◆ **What you will do**: Find the lines in the records below that contain "Super", and report each of them.

◆ **Given information**:
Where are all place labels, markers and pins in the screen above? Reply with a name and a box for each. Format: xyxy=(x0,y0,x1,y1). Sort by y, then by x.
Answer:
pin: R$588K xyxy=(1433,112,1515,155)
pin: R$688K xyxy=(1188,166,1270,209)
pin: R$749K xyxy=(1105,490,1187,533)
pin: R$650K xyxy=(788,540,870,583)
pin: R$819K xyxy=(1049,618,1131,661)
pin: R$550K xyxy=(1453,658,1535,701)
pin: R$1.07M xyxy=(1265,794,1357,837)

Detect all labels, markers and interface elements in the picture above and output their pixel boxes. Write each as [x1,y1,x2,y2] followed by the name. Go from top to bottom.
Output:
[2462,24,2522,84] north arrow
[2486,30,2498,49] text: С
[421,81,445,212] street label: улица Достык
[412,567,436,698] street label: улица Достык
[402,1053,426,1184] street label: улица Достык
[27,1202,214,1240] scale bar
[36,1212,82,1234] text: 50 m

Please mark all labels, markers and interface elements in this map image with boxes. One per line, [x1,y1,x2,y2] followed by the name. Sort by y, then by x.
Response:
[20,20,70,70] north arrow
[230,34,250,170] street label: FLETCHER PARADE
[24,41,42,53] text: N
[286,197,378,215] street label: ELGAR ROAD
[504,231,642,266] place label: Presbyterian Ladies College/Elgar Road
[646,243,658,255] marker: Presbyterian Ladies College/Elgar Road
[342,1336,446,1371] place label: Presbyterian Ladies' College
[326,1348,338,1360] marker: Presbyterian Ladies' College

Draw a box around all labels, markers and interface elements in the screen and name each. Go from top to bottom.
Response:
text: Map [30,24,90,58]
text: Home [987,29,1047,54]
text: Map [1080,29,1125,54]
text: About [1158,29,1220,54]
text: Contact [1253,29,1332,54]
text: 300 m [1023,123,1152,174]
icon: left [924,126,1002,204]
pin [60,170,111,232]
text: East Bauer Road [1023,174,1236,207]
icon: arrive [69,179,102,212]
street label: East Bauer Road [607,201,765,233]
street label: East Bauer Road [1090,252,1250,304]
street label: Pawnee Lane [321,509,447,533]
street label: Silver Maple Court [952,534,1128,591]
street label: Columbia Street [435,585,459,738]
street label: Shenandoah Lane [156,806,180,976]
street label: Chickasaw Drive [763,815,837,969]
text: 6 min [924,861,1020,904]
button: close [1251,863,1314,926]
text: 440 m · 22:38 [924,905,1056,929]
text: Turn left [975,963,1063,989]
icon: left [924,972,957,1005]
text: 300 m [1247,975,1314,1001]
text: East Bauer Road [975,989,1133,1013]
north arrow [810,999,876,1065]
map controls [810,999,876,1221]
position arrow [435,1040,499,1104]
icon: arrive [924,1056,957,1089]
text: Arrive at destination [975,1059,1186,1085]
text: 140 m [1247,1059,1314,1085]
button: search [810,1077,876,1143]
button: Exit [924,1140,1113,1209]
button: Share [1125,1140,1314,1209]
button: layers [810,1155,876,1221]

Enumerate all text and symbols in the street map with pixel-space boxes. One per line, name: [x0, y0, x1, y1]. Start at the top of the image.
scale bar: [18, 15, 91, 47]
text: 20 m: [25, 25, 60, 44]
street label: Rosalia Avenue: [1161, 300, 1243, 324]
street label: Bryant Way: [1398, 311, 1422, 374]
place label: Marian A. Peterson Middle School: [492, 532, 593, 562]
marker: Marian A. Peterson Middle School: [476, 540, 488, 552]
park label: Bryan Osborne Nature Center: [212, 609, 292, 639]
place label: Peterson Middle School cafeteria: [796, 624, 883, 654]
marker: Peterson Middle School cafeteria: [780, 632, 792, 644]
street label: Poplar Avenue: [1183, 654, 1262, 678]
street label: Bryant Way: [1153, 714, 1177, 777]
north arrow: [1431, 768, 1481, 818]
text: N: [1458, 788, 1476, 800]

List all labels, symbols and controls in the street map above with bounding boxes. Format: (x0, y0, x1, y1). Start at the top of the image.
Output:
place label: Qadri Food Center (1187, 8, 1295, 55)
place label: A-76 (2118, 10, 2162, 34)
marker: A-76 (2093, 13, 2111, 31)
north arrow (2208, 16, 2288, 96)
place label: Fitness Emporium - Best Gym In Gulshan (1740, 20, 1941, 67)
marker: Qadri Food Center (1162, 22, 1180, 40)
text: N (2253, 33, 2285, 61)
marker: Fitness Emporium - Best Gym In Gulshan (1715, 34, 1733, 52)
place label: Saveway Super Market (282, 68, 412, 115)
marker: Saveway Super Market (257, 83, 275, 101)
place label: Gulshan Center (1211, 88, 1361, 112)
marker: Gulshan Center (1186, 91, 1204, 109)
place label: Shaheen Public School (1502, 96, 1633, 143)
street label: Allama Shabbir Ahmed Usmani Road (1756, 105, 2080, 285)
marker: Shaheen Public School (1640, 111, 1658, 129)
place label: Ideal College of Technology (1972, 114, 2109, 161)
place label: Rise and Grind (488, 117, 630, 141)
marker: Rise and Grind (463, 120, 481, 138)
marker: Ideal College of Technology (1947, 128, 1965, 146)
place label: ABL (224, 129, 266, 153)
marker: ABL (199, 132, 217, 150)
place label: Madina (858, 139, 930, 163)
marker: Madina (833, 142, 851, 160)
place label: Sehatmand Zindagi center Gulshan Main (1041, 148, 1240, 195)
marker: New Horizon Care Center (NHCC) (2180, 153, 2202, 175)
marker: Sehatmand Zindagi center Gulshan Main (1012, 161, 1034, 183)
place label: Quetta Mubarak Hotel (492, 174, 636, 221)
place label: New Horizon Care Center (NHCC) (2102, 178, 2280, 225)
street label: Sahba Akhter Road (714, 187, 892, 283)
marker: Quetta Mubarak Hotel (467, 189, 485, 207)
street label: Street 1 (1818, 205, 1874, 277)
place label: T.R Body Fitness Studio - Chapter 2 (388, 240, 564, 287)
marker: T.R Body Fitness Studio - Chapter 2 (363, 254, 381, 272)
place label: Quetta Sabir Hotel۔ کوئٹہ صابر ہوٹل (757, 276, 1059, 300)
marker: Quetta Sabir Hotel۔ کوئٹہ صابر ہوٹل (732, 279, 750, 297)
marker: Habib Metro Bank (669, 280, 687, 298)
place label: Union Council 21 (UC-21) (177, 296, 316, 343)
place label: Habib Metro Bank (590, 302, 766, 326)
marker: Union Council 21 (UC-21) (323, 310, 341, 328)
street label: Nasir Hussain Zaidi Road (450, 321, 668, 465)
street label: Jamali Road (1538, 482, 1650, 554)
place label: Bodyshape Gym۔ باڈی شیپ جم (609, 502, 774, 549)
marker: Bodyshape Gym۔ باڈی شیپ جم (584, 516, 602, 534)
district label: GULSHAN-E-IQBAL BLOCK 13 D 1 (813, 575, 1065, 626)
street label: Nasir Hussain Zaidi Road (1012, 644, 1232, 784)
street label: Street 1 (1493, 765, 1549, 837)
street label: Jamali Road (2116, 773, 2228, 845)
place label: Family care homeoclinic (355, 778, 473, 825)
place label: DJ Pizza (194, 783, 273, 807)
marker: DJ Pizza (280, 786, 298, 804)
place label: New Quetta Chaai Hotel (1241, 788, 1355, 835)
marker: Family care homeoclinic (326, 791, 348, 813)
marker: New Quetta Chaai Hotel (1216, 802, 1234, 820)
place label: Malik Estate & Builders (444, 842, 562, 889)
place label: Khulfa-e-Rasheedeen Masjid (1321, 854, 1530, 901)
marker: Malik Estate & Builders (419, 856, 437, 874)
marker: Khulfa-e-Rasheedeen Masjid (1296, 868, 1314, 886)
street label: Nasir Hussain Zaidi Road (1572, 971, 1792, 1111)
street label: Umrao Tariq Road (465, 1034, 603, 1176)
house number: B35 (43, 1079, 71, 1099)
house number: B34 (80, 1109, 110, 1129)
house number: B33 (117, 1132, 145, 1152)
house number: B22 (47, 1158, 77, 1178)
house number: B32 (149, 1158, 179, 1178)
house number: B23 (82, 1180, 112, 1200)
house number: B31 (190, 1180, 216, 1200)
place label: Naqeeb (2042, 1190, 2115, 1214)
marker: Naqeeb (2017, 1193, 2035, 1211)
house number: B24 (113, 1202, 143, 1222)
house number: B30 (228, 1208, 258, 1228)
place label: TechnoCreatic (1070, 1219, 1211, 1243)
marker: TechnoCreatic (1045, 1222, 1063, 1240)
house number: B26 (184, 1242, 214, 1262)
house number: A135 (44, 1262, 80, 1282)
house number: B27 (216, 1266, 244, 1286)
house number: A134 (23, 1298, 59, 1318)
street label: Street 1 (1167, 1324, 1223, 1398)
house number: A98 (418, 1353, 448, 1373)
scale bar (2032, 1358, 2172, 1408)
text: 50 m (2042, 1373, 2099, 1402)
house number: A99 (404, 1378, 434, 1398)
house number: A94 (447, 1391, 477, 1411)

◆ **Problem solution**:
place label: Saveway Super Market (282, 68, 412, 115)
marker: Saveway Super Market (257, 83, 275, 101)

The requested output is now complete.